В сущности, все отвергнутые внуки, сыновья и дочери, все таинственные найденыши и похищенные наследники из детских книжек были в каком-то отдаленном свойстве с героями из большой литературы — с «Человеком, который смеется» Гюго, с Флоренс Домби,[163] с Эсфирью из «Холодного дома» и с Давидом Копперфильдом Диккенса.
Но подумать только, во что превратила идиллически благополучная книга для детей сложные судьбы героев большой литературы! Куда девались социальная сатира и причудливый быт романов Чарльза Диккенса? Где обличительный пафос и острота положений Виктора Гюго, превращающего циркового урода в одного из пэров Англии для того, чтобы он мог разглядеть пороки своего крута и навсегда отречься от него?
По счастью, дети не ограничивались литературой, изготовленной специально для них. Они читали русские народные сказки, «Царя Салтана», «Конька-Горбунка», а потом — когда становились постарше, — «Дубровского», «Тараса Бульбу», «Вечера на хуторе», повести Л. Толстого, рассказы Тургенева. В руки к ним попадали и настоящий Диккенс,[164] и настоящий Гюго,[165] и Фенимор Купер,[166] и Жюль Берн, и Марк Твен. Издавна стали их друзьями и любимцами Гулливер, Робинзон Крузо, Дон-Кихот.
Иной раз и в собственно детской библиотеке появлялись хорошие книги Андерсен, Перро, Братья Гримм, Топелиус, повесть Л. Кэрролла «Алиса в стране чудес».[167] Для детей были написаны «Кавказский пленник» Толстого, «Каштанка» Чехова, «Зимовье на Студеной» Мамина-Сибиряка, «Вокруг света на „Коршуне“ Станюковича,[168] „Белый пудель“ и другие рассказы Куприна.
Только эти» в сущности говоря, считанные книги — с придачей еще двух-трех десятков названий — и уцелели в детской библиотеке после революции. Институтские повести Лидии Чарской и крестьянские рассказы Клавдии Лукашевич[169] умерли в один и тот же день, вместе со многими переводными и подражательными книгами для детей. В рамки традиционно-детской, сентиментальной повести нельзя было втиснуть новый жизненный материал, новые идеи, героев нашего времени. Да и на прошлое мы взглянули другими глазами.

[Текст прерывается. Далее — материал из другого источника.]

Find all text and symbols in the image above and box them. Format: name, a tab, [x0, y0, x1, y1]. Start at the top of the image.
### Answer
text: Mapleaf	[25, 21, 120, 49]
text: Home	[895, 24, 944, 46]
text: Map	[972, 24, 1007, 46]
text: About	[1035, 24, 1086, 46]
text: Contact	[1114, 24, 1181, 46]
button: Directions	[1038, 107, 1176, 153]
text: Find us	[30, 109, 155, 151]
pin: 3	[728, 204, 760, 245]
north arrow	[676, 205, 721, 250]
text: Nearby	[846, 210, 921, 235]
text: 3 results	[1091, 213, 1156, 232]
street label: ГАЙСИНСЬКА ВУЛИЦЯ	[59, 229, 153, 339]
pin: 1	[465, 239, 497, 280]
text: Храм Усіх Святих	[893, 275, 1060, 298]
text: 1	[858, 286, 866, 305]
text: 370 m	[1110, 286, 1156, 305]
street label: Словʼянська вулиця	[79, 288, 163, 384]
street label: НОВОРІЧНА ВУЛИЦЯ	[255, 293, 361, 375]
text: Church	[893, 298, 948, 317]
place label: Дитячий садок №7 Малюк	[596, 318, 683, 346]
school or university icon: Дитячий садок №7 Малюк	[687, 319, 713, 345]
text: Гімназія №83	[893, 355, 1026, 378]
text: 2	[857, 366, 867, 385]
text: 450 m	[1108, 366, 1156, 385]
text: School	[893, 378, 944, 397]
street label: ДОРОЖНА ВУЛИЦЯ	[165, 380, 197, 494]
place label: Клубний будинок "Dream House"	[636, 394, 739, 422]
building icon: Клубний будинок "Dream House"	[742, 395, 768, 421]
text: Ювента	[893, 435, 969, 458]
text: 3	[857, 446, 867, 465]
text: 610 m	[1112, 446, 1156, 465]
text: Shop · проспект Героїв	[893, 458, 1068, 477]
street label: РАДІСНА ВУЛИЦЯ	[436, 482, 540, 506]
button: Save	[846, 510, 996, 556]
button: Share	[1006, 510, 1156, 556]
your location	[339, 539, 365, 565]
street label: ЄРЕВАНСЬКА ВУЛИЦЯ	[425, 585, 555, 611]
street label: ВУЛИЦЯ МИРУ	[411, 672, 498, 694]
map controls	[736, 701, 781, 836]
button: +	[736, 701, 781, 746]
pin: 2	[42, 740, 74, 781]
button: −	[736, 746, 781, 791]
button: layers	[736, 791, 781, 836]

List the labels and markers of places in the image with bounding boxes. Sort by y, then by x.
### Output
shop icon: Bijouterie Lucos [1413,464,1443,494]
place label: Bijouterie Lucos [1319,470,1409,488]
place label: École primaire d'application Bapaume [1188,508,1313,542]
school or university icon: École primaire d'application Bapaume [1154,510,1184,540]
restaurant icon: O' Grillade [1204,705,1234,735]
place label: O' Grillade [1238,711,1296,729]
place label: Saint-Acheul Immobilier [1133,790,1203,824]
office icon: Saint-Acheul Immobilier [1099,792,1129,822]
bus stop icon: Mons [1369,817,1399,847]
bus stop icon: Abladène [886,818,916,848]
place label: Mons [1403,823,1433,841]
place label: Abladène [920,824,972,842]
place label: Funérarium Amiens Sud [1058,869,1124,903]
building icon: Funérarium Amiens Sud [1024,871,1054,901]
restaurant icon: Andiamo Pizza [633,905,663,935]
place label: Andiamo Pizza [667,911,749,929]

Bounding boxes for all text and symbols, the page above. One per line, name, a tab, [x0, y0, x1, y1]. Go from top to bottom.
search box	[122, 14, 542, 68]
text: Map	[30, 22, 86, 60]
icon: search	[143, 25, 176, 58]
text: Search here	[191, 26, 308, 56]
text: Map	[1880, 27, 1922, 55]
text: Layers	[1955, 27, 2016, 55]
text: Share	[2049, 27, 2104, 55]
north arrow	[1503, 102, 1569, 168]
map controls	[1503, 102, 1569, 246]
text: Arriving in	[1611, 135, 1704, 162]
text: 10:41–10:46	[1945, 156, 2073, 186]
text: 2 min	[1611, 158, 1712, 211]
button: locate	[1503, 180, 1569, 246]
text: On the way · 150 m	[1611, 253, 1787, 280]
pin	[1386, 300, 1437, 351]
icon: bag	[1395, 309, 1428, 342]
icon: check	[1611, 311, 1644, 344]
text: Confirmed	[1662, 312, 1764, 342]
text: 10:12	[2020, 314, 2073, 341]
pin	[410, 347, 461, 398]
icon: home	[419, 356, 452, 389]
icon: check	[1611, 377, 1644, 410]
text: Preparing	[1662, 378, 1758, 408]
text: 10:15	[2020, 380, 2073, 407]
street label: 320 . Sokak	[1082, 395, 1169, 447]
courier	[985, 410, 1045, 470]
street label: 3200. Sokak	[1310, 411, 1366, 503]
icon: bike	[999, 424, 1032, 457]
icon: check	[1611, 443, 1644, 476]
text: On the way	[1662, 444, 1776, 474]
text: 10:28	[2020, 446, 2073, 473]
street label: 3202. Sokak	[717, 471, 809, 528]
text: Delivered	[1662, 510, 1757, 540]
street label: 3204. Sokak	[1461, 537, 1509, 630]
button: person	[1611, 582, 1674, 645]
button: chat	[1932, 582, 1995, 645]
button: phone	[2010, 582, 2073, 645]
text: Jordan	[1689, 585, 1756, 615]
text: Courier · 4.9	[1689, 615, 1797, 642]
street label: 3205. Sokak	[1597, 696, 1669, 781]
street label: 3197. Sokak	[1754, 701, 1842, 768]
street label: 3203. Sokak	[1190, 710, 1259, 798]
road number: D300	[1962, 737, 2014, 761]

Старая — дореволюционная литература для взрослых не пережила в первые дни революции такого потрясения, какое испытала литература для детей. Пушкина и Толстого, Тургенева и Гоголя, Некрасова и Щедрина, Короленко, Чехова и Горького не надо было упразднять. Революция взяла на себя почетную обязанность передать их самым широким массам читателей, сделать их всенародным достоянием. А вот детская библиотека — особенно предреволюционных лет была — почти полностью обречена на слом вместе со всей системой буржуазного воспитания.
В библиотеке для взрослых ведущей была прогрессивная литература. Значительная часть детской библиотеки была снабжена казенными ярлыками: «проверено», «одобрено», «рекомендовано».
Только сейчас, при глубоком и внимательном отборе, мы можем взять из детских книжек самых разных времен и разных типов то, что еще может послужить нам на пользу. Большая же часть книг, перечисленных в старых толстых каталогах, погибла безвозвратно.